Trees of Winter
Oh, they are lovely trees that wait
In the still hall of winter,
Silent and good where the Good Planter
Fixed the root, wove the branch delicate.
Friendly the birches in the thin light
By the frost sanctified,
And here, too, silent by their side
I stand in the woods, listening, upright,
Hearing in the cold of the long pause
Of the full year
What trees intend that I should hear:
Interpretations of old laws…
Hearing the faint, the chickadee cry
Of root that molders,
Of branch bent, and leaf that withers
And little brown seed that does not die.
~ by E.B. White
Hearing No Long Pause:
E. B. White and a Lament for Lack of Winter
by Andrew Lazo
Don’t I wish.
I grew up in northern California, where winter meant day upon day of rain. That steady deluge however offered more than just Seattle-like drear. Instead, I found great comfort in falling asleep beneath raindrops on rooftop, sure that its steady song would sing me through my sleep.
I’ve wintered in Chicago, forty-six below, and have had my breath frost over on my face. And I’ve lived in the South, where snow fell gently maybe a dozen days each winter, dusting the ground for a quick while, fading away before the end of the week.
And now I live in Houston, Texas, a tropical zone, with brief aberrations of cool weather. Most of you would call our winter “Spring.” And, with apologies to those of you who have survived Snowpocalypse, reading this from behind the drifts even now pressing up against your doors, I despise the weather here. I envy you.

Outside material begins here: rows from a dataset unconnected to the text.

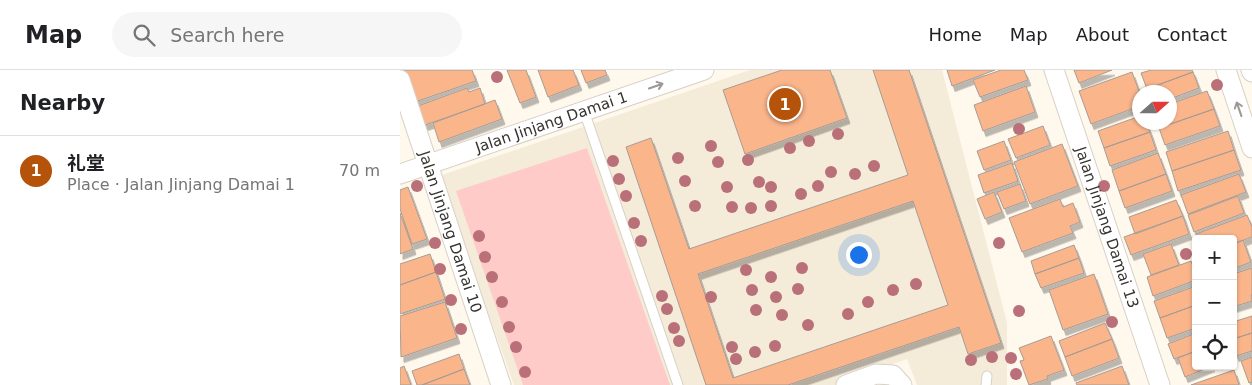 <!DOCTYPE html>
<html lang="en">
<head>
<meta charset="utf-8">
<style>
	:root { --surface:#fff; --page:#f6f6f6; --text:#202124; --muted:#757577; --line:#e0e0e0; --accent:#b45309 }
	body { margin:0; font-family:"DejaVu Sans","Noto Sans SC",sans-serif; background:var(--page); color:var(--text) }
	.controls { position:absolute; right:15px; bottom:15px; display:grid; overflow:hidden; border-radius:5px; box-shadow:0 1px 4px #0004 }
	.controls button { width:45px; height:45px; display:grid; place-items:center; padding:0; border:0; border-bottom:1px solid var(--line); background:var(--surface); color:var(--text); font:25px sans-serif }
	.compass { position:absolute; left:732px; top:15px; width:45px; height:45px; border-radius:50%; background:var(--surface); box-shadow:0 1px 4px #0004; rotate:69deg }
	.you { position:absolute; left:458px; top:184px; width:18px; height:18px; margin:-12px; border:4px solid #fff; border-radius:50%; background:#1a73e8; box-shadow:0 0 0 8px #1a73e833 }
	.badge { display:grid; place-items:center; width:32px; height:32px; border-radius:50%; background:var(--accent); color:#fff; font-size:16px; font-weight:700 }
	.pin { position:absolute; translate:-50% -50%; border:2px solid #fff; box-shadow:0 1px 5px #0006 }
	.list { margin:0; padding:0; list-style:none }
	h2 { display:flex; justify-content:space-between; align-items:center; height:65px; margin:0; padding:0 20px; font-size:21px }
	h2 small { font-size:16px; font-weight:400; color:var(--muted) }
	.list li { display:grid; grid-template-columns:32px 1fr auto; gap:15px; align-items:center; box-sizing:border-box; height:70px; padding:0 20px; border-top:1px solid var(--line) }
	.list b { display:block; font-size:19px; white-space:nowrap }
	.list p { margin:0; font-size:16px; white-space:nowrap; color:var(--muted) }
	.list em { font-size:16px; font-style:normal; color:var(--muted) }
	.icon { flex:none; width:28px; height:28px; fill:none; stroke:currentColor; stroke-width:2; stroke-linecap:round; stroke-linejoin:round }
	.map { position:relative; flex:none; width:852px; height:315px; overflow:hidden }
	header { display:flex; align-items:center; gap:30px; box-sizing:border-box; height:70px; padding:0 25px; background:var(--surface); border-bottom:1px solid var(--line) }
	header strong { font-size:24px }
	nav { display:flex; gap:28px; margin-inline-start:auto; font-size:18px }
	.search { width:350px; height:45px; background:var(--page); display:flex; align-items:center; gap:12px; box-sizing:border-box; padding:0 18px; border-radius:28px; color:var(--muted); font-size:19px }
	main { display:flex }
	aside { flex:1; background:var(--surface) }
	.map>svg:first-child { display:block }
	.built { fill:#f5ebd9 }
	.green { fill:#fecbc8 }
	.building { fill:#fab58b; stroke:#a79c96; fill-rule:evenodd; filter:url(#shadow) }
	.lines { fill:none; stroke-linecap:round; stroke-linejoin:round }
	.service-casing { stroke:#d7d1c6; stroke-width:11 }
	.minor-casing { stroke:#d7d1c6; stroke-width:21 }
	.service { stroke:#fff; stroke-width:9 }
	.minor { stroke:#fff; stroke-width:19 }
	.tree { fill:#b97078 }
	.oneway { stroke:#9a9997 }
	.labels { text-anchor:middle; dominant-baseline:central; stroke-width:4.5; stroke-linejoin:round; paint-order:stroke }
	.street-label { font-size:15px; fill:#36332f; stroke:#fff8ed }
</style>
</head>
<body>
<header>
<strong>Map</strong>
<div class="search"><svg class="icon" aria-label="search" viewBox="0 0 24 24"><circle cx="10" cy="10" r="6"/><path d="M15 15l6 6"/></svg>Search here</div>
<nav><a>Home</a><a>Map</a><a>About</a><a>Contact</a></nav>
</header>
<main>
<aside>
<h2>Nearby<small></small></h2>
<ul class="list">
<li><span class="badge">1</span><div><b>礼堂</b><p>Place · Jalan Jinjang Damai 1</p></div><em>70 m</em></li>
</ul>
</aside>
<div class="map">
<svg width="852" height="315" viewBox="0 0 852 315">
	<defs>
		<filter id="shadow"><feDropShadow dx="3" dy="5.5" stdDeviation="0" flood-color="#0004"/></filter>
	</defs>
	<rect width="100%" height="100%" fill="#fff8ed"/>
	<path class="built" d="M350 0H542L607 253V315H517L507 289 435 315H114L39 106Z"/>
	<path class="green" d="M187 78 270 315H123L56 121Z"/>
	<path class="building" d="M4 0H72L76 11 15 32Z
		M107 0H126L136 27 120 33Z
		M138 0H173L179 15 148 27Z
		M181 0H205L207 5 186 13Z
		M382 0H430L447 48 345 84 323 20Z
		M473 0H509L601 273 568 284 559 257 388 315H306L226 77 251 68 289 179 508 105ZM513 131 548 235 333 308 298 204Z
		M547 0H595L552 16Z
		M601 0H624L628 10 580 27 573 10Z
		M674 0H712L679 13Z
		M751 0H792L793 2 747 19 741 3Z
		M732 2 740 24V36L691 54 679 21Z
		M793 2 799 18 770 29V22H749L747 19Z
		M626 16 635 42 583 61 574 35Z
		M67 18 69 22 80 18 85 34 25 55 18 36Z
		M807 21 814 39 759 58 757 52H770V34Z
		M95 30 102 49 39 72 33 53Z
		M814 39 820 56 765 75 759 58Z
		M740 46V52H746L750 62 704 78 698 61Z
		M643 56 650 75 616 88 608 69Z
		M828 61 834 80 772 101 766 82Z
		M750 62 756 80 710 96 704 78Z
		M604 71 611 90 584 100 577 81Z
		M662 74 678 116 630 134 614 92Z
		M834 80 841 100 778 121 772 101Z
		M758 83 766 104 719 121 712 100Z
		M612 93 618 111 584 123 578 105Z
		M766 104 772 121 725 138 719 121Z
		M839 104 846 122 788 144 781 125Z
		M620 114 626 131 604 139 597 122Z
		M8 117 27 169 12 174 0 139V120Z
		M594 122 602 142 585 149 577 129Z
		M838 126 844 143 794 162 788 145Z
		M660 129 663 137 673 133 680 152 670 156 673 163 622 182 609 148Z
		M776 130 783 146 735 164 729 147Z
		M0 143 13 179 0 184Z
		M847 145 852 157V167L833 174V169H797L796 164Z
		M783 146 789 164 731 185 724 167Z
		M843 170 851 192 833 199V174Z
		M771 174 779 195 751 205 743 184Z
		M674 175 679 188 635 204 631 191Z
		M30 184 36 202 0 215V194Z
		M679 188 684 203 641 218 635 204Z
		M791 191 796 204V210L753 226 747 207Z
		M852 198V225H851L852 231 833 237V204Z
		M36 202 45 229 0 244V215Z
		M694 204 708 244 663 260 649 220Z
		M796 216V235L760 248 754 231Z
		M45 232 57 268 1 287 0 246Z
		M796 235V258L767 268 760 248Z
		M852 246V263L833 269V252Z
		M705 253 712 269 665 287 659 271Z
		M796 263V281L774 289 768 274Z
		M852 263V281L836 286 833 278V269Z
		M651 266 664 300 647 306 648 309 629 315 620 291 624 290 619 278Z
		M712 269 719 288 672 306 665 287Z
		M796 281V296H812L785 307 778 288Z
		M59 284 64 299 22 315H17L12 301Z
		M852 287V312L849 313 841 291Z
		M4 296 11 315H0V298Z
		M722 296 729 315H677L676 313Z
		M64 299 70 315H22Z
		M834 300 839 315H791Z"/>
	<g class="lines">
		<g class="service-casing">
			<path id="service" d="M184 41 278 315
				M586 315 587 306"/>
		</g>
		<g class="minor-casing">
			<g id="minor">
				<path id="s1" d="M654 0 760 315"/>
				<path d="M826 0 852 78"/>
				<path d="M851 0 852 2"/>
				<path id="s2" d="M0 10 101 315"/>
				<path id="s3" d="M0 104 304 0"/>
				<path d="M446 315 476 304 493 305 502 315"/>
			</g>
		</g>
		<use href="#service" class="service"/>
		<use href="#minor" class="minor"/>
	</g>
	<g class="tree">
		<circle cx="97" cy="7" r="6"/>
		<circle cx="817" cy="15" r="6"/>
		<circle cx="619" cy="59" r="6"/>
		<circle cx="438" cy="64" r="6"/>
		<circle cx="409" cy="71" r="6"/>
		<circle cx="311" cy="76" r="6"/>
		<circle cx="390" cy="78" r="6"/>
		<circle cx="278" cy="88" r="6"/>
		<circle cx="348" cy="90" r="6"/>
		<circle cx="213" cy="91" r="6"/>
		<circle cx="318" cy="92" r="6"/>
		<circle cx="474" cy="96" r="6"/>
		<circle cx="431" cy="102" r="6"/>
		<circle cx="455" cy="104" r="6"/>
		<circle cx="219" cy="109" r="6"/>
		<circle cx="285" cy="111" r="6"/>
		<circle cx="359" cy="112" r="6"/>
		<circle cx="17" cy="116" r="6"/>
		<circle cx="418" cy="116" r="6"/>
		<circle cx="704" cy="116" r="6"/>
		<circle cx="327" cy="117" r="6"/>
		<circle cx="371" cy="117" r="6"/>
		<circle cx="401" cy="124" r="6"/>
		<circle cx="226" cy="126" r="6"/>
		<circle cx="295" cy="136" r="6"/>
		<circle cx="371" cy="136" r="6"/>
		<circle cx="332" cy="137" r="6"/>
		<circle cx="351" cy="138" r="6"/>
		<circle cx="234" cy="153" r="6"/>
		<circle cx="79" cy="166" r="6"/>
		<circle cx="241" cy="171" r="6"/>
		<circle cx="35" cy="173" r="6"/>
		<circle cx="599" cy="173" r="6"/>
		<circle cx="786" cy="184" r="6"/>
		<circle cx="85" cy="187" r="6"/>
		<circle cx="402" cy="198" r="6"/>
		<circle cx="40" cy="199" r="6"/>
		<circle cx="346" cy="200" r="6"/>
		<circle cx="92" cy="207" r="6"/>
		<circle cx="371" cy="207" r="6"/>
		<circle cx="516" cy="214" r="6"/>
		<circle cx="398" cy="219" r="6"/>
		<circle cx="352" cy="220" r="6"/>
		<circle cx="493" cy="220" r="6"/>
		<circle cx="262" cy="226" r="6"/>
		<circle cx="311" cy="227" r="6"/>
		<circle cx="376" cy="227" r="6"/>
		<circle cx="51" cy="230" r="6"/>
		<circle cx="102" cy="232" r="6"/>
		<circle cx="468" cy="232" r="6"/>
		<circle cx="267" cy="239" r="6"/>
		<circle cx="356" cy="240" r="6"/>
		<circle cx="619" cy="241" r="6"/>
		<circle cx="448" cy="244" r="6"/>
		<circle cx="382" cy="245" r="6"/>
		<circle cx="712" cy="252" r="6"/>
		<circle cx="408" cy="255" r="6"/>
		<circle cx="109" cy="257" r="6"/>
		<circle cx="274" cy="258" r="6"/>
		<circle cx="61" cy="259" r="6"/>
		<circle cx="279" cy="271" r="6"/>
		<circle cx="375" cy="276" r="6"/>
		<circle cx="116" cy="277" r="6"/>
		<circle cx="332" cy="277" r="6"/>
		<circle cx="355" cy="282" r="6"/>
		<circle cx="592" cy="287" r="6"/>
		<circle cx="611" cy="288" r="6"/>
		<circle cx="336" cy="289" r="6"/>
		<circle cx="571" cy="290" r="6"/>
		<circle cx="125" cy="302" r="6"/>
		<circle cx="616" cy="304" r="6"/>
	</g>
	<defs><path id="oneway-shaft" d="M-6 0H5M1.5-3L5.5 0L1.5 3" fill="none" stroke-width="1.6" stroke-linecap="round" stroke-linejoin="round" transform="scale(1.25)"/></defs>
	<g class="oneway">
		<use href="#oneway-shaft" transform="translate(256 16) rotate(-19)"/>
		<use href="#oneway-shaft" transform="translate(839 39) rotate(-109)"/>
	</g>
	<g class="labels">
		<g class="street-label">
			<text stroke="none"><textPath href="#s3" startOffset="160">Jalan Jinjang Damai 1</textPath></text>
			<text stroke="none"><textPath href="#s1" startOffset="166">Jalan Jinjang Damai 13</textPath></text>
			<text stroke="none"><textPath href="#s2" startOffset="160">Jalan Jinjang Damai 10</textPath></text>
		</g>
	</g>
</svg>
<div class="controls">
<button>+</button>
<button>−</button>
<button><svg class="icon" aria-label="locate" viewBox="0 0 24 24"><circle cx="12" cy="12" r="6"/><path d="M12 2v4M12 18v4M2 12h4M18 12h4"/></svg></button>
</div>
<svg class="compass" viewBox="-18 -18 36 36"><path d="M0-13l5 13h-10z" fill="#e53935"/><path d="M0 13l5-13h-10z" fill="#757577"/></svg>
<div class="you"></div>
<div class="pin badge" style="left:385px;top:34px">1</div>
</div>
</main>
</body>
</html>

Here, we take out our sweaters then tuck them away again in less than a week. And pull out shorts. I’ve had my heater and my air-conditioner on the same day—and it was Christmas Day. We shut schools for a snow day when not a flake flies. And the natives, however much I love them, shiver when the mercury falls below seventy, and complain loud and long.
In the meantime I complain, and wish for a good, glorious Autumn, and for Winter. Here I have no need for cocoa or gloves, or sleds, or layers of blankets—all of which offer some comfort and help in that old game of playing hide-and-seek with the freezing air. Coffee, however hot, just doesn’t do so much on a humid mid-January morning. We know nothing here of white Christmases, however much we dream.

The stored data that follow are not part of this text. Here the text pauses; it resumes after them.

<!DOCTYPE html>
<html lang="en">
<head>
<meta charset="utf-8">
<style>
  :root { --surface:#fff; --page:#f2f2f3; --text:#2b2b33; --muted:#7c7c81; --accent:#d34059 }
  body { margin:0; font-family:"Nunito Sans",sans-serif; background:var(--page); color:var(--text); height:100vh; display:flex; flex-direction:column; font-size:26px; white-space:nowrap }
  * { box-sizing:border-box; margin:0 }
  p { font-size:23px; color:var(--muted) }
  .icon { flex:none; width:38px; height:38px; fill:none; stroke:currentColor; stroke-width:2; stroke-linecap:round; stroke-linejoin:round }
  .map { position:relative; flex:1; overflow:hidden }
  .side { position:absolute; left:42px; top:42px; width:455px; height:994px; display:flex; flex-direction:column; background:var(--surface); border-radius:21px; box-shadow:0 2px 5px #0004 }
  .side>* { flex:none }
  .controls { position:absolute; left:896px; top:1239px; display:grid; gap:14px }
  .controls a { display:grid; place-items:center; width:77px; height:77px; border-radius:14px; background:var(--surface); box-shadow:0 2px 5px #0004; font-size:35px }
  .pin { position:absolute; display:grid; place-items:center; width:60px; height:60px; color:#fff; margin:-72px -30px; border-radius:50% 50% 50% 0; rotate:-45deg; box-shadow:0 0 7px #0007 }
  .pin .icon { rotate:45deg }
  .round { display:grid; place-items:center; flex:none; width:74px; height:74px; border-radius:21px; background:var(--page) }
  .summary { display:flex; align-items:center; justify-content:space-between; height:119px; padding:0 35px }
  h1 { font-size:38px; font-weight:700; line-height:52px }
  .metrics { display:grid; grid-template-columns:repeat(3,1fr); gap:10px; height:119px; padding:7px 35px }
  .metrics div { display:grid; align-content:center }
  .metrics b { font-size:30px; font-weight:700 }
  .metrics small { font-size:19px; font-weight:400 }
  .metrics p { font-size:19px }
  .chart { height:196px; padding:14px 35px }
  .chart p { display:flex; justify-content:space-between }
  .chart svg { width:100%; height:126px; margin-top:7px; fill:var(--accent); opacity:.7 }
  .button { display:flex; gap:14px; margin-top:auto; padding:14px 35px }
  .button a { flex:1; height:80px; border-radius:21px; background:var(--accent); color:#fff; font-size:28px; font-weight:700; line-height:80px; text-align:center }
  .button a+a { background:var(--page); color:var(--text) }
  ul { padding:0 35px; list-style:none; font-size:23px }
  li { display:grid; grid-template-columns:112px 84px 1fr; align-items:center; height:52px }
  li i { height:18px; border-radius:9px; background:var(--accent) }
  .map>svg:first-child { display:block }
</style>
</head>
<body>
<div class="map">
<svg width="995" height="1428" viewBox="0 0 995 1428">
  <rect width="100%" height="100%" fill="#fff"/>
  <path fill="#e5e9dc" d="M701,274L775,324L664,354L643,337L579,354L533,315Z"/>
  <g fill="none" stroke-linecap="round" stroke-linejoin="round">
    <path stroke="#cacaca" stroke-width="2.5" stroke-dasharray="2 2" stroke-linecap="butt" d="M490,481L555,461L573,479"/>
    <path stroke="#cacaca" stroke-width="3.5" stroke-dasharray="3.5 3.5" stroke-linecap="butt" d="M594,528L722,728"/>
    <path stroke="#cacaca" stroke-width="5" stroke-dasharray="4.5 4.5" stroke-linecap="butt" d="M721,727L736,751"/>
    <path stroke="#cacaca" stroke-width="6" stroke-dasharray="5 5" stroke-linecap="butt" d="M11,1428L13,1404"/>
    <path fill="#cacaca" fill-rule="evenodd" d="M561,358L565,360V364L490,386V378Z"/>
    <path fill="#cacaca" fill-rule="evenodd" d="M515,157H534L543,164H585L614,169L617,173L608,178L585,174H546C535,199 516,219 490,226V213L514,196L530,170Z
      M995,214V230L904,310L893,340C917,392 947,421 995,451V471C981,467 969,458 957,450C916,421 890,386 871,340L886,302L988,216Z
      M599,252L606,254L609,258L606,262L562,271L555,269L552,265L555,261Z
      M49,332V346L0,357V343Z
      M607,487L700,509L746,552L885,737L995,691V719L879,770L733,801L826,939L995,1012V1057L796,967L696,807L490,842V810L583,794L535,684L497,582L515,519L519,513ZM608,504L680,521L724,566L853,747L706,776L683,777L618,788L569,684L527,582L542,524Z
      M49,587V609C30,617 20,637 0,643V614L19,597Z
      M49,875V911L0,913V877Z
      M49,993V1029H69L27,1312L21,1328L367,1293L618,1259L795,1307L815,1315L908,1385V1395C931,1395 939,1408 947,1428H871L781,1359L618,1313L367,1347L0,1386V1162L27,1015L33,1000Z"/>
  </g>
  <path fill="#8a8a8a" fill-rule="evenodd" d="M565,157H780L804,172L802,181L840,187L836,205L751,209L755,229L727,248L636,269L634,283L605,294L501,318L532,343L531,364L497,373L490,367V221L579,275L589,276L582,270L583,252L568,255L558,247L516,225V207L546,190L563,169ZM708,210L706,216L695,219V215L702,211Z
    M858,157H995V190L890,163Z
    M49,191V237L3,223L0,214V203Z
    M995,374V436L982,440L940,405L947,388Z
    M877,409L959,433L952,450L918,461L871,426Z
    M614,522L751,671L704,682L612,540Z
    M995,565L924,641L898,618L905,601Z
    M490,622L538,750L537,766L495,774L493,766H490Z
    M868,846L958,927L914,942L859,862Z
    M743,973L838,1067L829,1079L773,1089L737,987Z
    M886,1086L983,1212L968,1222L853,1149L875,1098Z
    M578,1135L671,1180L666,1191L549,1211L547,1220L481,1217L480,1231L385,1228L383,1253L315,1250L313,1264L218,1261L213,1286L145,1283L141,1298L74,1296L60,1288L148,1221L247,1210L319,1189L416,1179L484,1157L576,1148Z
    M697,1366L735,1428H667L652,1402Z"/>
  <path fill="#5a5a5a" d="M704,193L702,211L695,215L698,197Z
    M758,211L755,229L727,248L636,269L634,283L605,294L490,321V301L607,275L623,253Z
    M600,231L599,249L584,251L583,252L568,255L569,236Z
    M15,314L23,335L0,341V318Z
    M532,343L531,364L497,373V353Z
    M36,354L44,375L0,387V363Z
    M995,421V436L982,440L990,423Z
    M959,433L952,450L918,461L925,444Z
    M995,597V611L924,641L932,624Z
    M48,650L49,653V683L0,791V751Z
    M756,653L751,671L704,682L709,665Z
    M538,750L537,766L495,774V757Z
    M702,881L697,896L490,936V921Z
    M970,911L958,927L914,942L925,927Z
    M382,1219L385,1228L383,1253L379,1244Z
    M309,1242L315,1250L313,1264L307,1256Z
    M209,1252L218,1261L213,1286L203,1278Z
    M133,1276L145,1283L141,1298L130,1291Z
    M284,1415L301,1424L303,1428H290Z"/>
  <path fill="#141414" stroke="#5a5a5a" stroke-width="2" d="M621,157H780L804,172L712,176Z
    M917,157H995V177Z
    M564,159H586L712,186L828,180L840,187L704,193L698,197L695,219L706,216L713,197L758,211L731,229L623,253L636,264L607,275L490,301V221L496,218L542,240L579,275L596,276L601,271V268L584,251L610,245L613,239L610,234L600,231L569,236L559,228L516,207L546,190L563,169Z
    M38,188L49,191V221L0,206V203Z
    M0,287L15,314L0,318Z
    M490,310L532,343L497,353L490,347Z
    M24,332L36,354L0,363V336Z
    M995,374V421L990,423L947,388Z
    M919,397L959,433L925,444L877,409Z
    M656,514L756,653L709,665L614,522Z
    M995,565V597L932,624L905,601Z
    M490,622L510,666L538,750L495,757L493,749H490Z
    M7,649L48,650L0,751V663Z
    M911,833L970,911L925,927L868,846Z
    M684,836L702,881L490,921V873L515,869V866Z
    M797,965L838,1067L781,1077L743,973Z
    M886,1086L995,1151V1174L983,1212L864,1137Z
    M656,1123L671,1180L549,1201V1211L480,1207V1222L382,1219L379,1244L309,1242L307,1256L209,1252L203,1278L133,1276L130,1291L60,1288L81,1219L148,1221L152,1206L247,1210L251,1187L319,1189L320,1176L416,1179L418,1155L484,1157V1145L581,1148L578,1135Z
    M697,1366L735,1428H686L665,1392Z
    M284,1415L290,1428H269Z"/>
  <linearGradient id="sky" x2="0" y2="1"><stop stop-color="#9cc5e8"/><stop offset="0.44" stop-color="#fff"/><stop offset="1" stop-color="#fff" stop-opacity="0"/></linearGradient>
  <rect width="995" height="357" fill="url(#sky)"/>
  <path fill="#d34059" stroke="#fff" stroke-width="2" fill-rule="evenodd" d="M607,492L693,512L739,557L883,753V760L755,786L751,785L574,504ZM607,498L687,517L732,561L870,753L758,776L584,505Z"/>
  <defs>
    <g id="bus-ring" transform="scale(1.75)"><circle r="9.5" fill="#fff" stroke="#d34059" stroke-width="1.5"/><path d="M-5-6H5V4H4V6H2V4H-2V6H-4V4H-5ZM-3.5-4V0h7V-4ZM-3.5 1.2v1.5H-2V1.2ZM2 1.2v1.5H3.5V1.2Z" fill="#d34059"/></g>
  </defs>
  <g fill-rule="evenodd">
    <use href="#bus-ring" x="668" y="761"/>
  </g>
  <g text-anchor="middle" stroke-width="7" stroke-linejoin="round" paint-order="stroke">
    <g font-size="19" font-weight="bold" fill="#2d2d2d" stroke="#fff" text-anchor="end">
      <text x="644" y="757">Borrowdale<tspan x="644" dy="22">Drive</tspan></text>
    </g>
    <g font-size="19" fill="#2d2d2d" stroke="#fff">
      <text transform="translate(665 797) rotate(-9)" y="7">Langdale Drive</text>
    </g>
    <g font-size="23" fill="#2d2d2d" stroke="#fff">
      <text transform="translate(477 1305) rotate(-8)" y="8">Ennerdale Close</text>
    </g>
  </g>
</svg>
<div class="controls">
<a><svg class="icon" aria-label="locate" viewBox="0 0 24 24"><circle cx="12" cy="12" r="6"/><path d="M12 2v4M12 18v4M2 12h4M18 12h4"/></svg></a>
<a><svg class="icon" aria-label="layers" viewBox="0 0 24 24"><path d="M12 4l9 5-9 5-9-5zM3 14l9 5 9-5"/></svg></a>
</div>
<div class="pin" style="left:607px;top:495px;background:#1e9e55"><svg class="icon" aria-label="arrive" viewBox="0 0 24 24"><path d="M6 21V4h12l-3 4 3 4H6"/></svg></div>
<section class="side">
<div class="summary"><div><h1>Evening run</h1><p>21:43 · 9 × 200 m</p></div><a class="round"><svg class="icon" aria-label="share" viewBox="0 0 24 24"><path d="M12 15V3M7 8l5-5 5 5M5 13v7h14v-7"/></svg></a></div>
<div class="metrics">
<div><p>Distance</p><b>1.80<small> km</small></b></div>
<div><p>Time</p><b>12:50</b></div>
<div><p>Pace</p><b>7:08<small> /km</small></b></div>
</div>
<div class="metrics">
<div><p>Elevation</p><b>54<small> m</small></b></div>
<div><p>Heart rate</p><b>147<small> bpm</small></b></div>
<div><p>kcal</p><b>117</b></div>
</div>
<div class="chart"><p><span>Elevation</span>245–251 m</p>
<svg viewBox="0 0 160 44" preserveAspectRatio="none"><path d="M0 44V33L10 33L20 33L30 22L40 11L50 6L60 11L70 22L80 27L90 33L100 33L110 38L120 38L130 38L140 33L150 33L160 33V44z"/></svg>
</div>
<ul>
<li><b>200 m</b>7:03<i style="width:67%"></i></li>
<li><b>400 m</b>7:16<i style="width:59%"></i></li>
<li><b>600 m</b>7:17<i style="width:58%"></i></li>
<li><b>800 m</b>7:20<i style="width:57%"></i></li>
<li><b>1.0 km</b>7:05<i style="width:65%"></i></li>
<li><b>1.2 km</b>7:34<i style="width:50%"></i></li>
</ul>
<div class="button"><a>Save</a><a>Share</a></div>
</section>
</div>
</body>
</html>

And then E. B. White has the audacity to fling in my face phrases such as “the still hall of winter,” “by frost sanctified,” and, worst of all, “in the cold of the long pause.” With no exaggeration I tell you that, here in Houston, our peaceful pause it is by no means frozen, and is interrupted in my neighborhood by the year-round jangle of the ice-cream man. How his tinny tune unnerves me and even sets my teeth a little bit on edge. The closest we get to winter, it seems, is cheap ice cream, delivered to the door.
Even still, I have chosen to live here in the tropics, and many, many blessings accompany the cold cost I pay each year. My complaints about seemingly endless heat and humidity notwithstanding, Houston, seen through the lens of White’s poem, offers me one decided advantage: it teaches me another way to long for something.
I too have stood “silent by the side” of trees silvered by frost. I too know and love the “thin light” and the “branches bent.” I remember, even as the memory chills me cheeringly, “the branch delicate,” and “the lovely trees that wait.” And I trust that the Good Planter has chosen carefully this plot of ground for me in this season of my life.
I long for snow such as Kelly snapped for me this morning, and I know I’ll never taste it here in Houston. But this longing helps me smile in the sunshine when I by all rights should see snow. For longing is a great good for me, as it was for C. S. Lewis.
And much more, this longing proved a great good for Wordsworth, who taught both Lewis and me, and countless others (you too?) to find in Nature “a presence that disturbs me with the Joy of elevated thoughts.” Living so far away from winter makes me glad at least for the sharp pang of missing it. And if Dante’s Hell is cold, then might a corner of Heaven be wintry as well—full of snowball fights with cheering cherubim, perhaps, or snow angels made by seraphs?
If nothing else, my balmy longing for such a winter as White portrays fills me with Wordsworth’s hope: a hope that I may “become a living soul: / While with an eye made quiet by the power / Of harmony, and the deep power of joy, / We see into the life of things.”
Amen. Throw a snowball for me up there in the North, won’t you please? Here down South I’ll eat a snow cone for you. I think I hear the ice-cream man.